Introduction and hypothesis

The terminology in current use for sexual function and dysfunction in women with pelvic floor disorders lacks uniformity, which leads to uncertainty, confusion, and unintended ambiguity. The terminology for the sexual health of women with pelvic floor dysfunction needs to be collated in a clinically-based consensus report.

Methods

This report combines the input of members of the Standardization and Terminology Committees of two International Organizations, the International Urogynecological Association (IUGA), and the International Continence Society (ICS), assisted at intervals by many external referees. Internal and external review was developed to exhaustively examine each definition, with decision-making by collective opinion (consensus). Importantly, this report is not meant to replace, but rather complement current terminology used in other fields for female sexual health and to clarify terms specific to women with pelvic floor dysfunction.

Results

A clinically based terminology report for sexual health in women with pelvic floor dysfunction encompassing over 100 separate definitions, has been developed.

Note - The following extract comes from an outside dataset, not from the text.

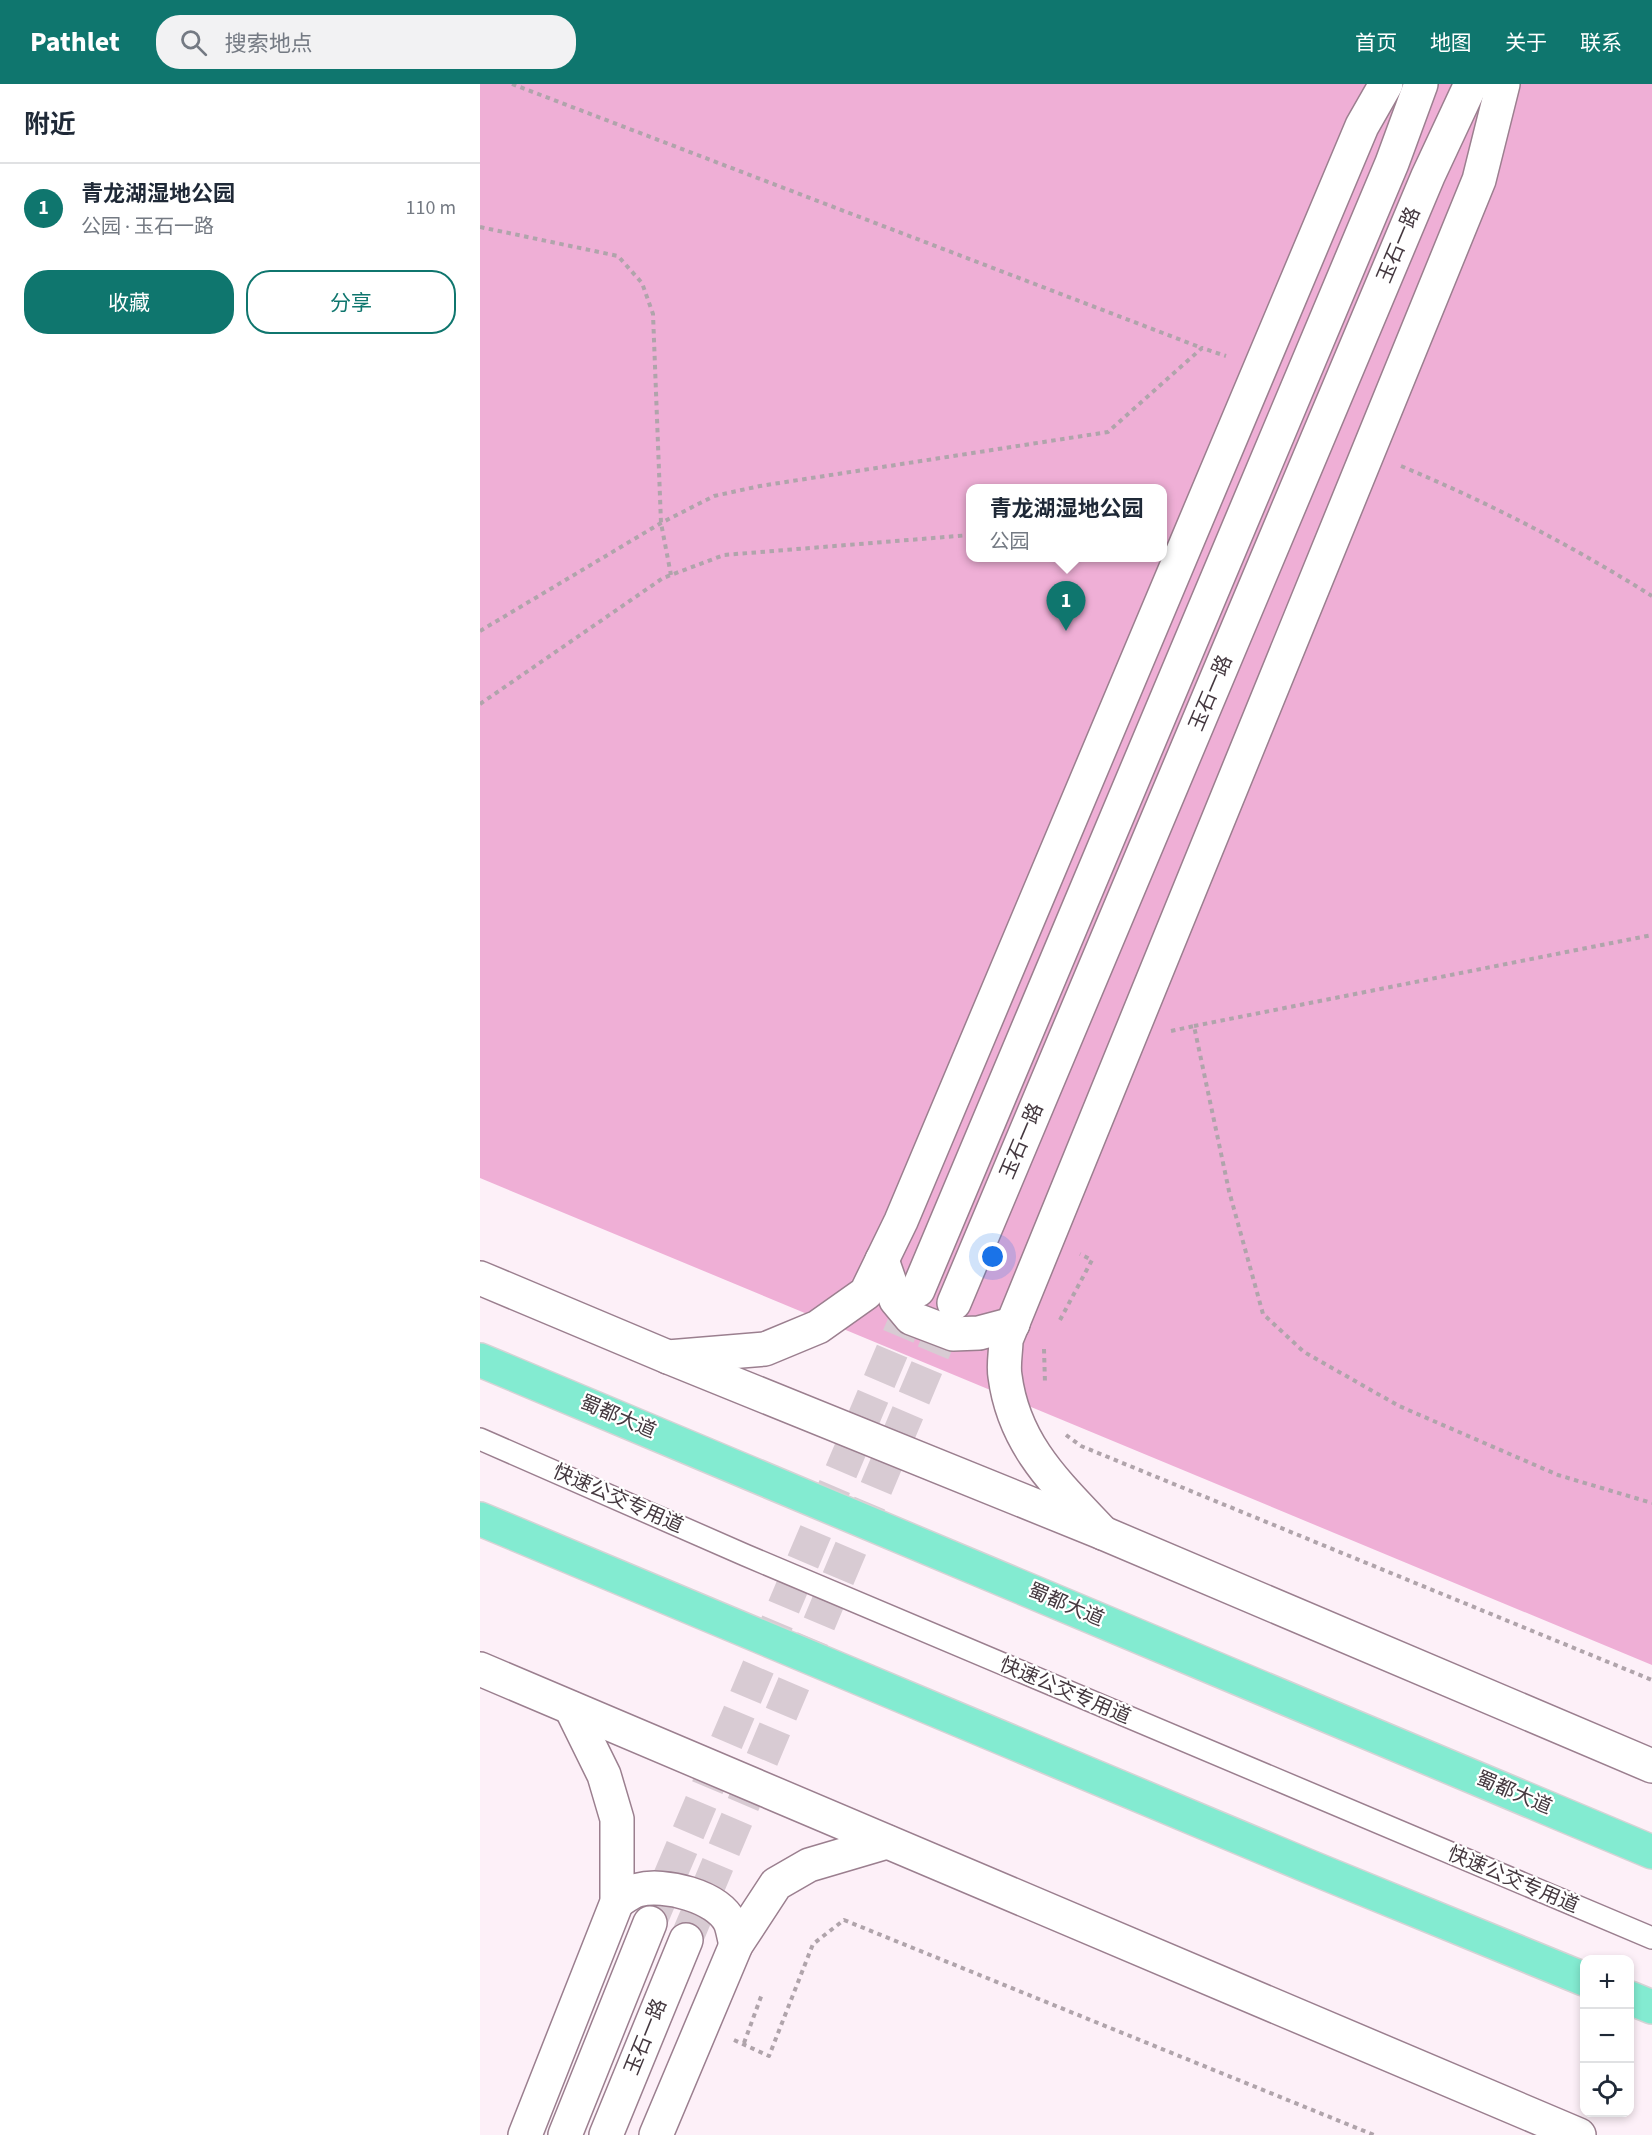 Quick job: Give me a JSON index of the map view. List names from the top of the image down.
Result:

Key aims have been to make the terminology interpretable by practitioners, trainees, and researchers in female pelvic floor dysfunction. Interval review (5–10 years) is anticipated to keep the document updated and as widely acceptable as possible.

Conclusions

A consensus-based terminology report for female sexual health in women with pelvic floor dysfunction has been produced aimed at being a significant aid to clinical practice and a stimulus for research.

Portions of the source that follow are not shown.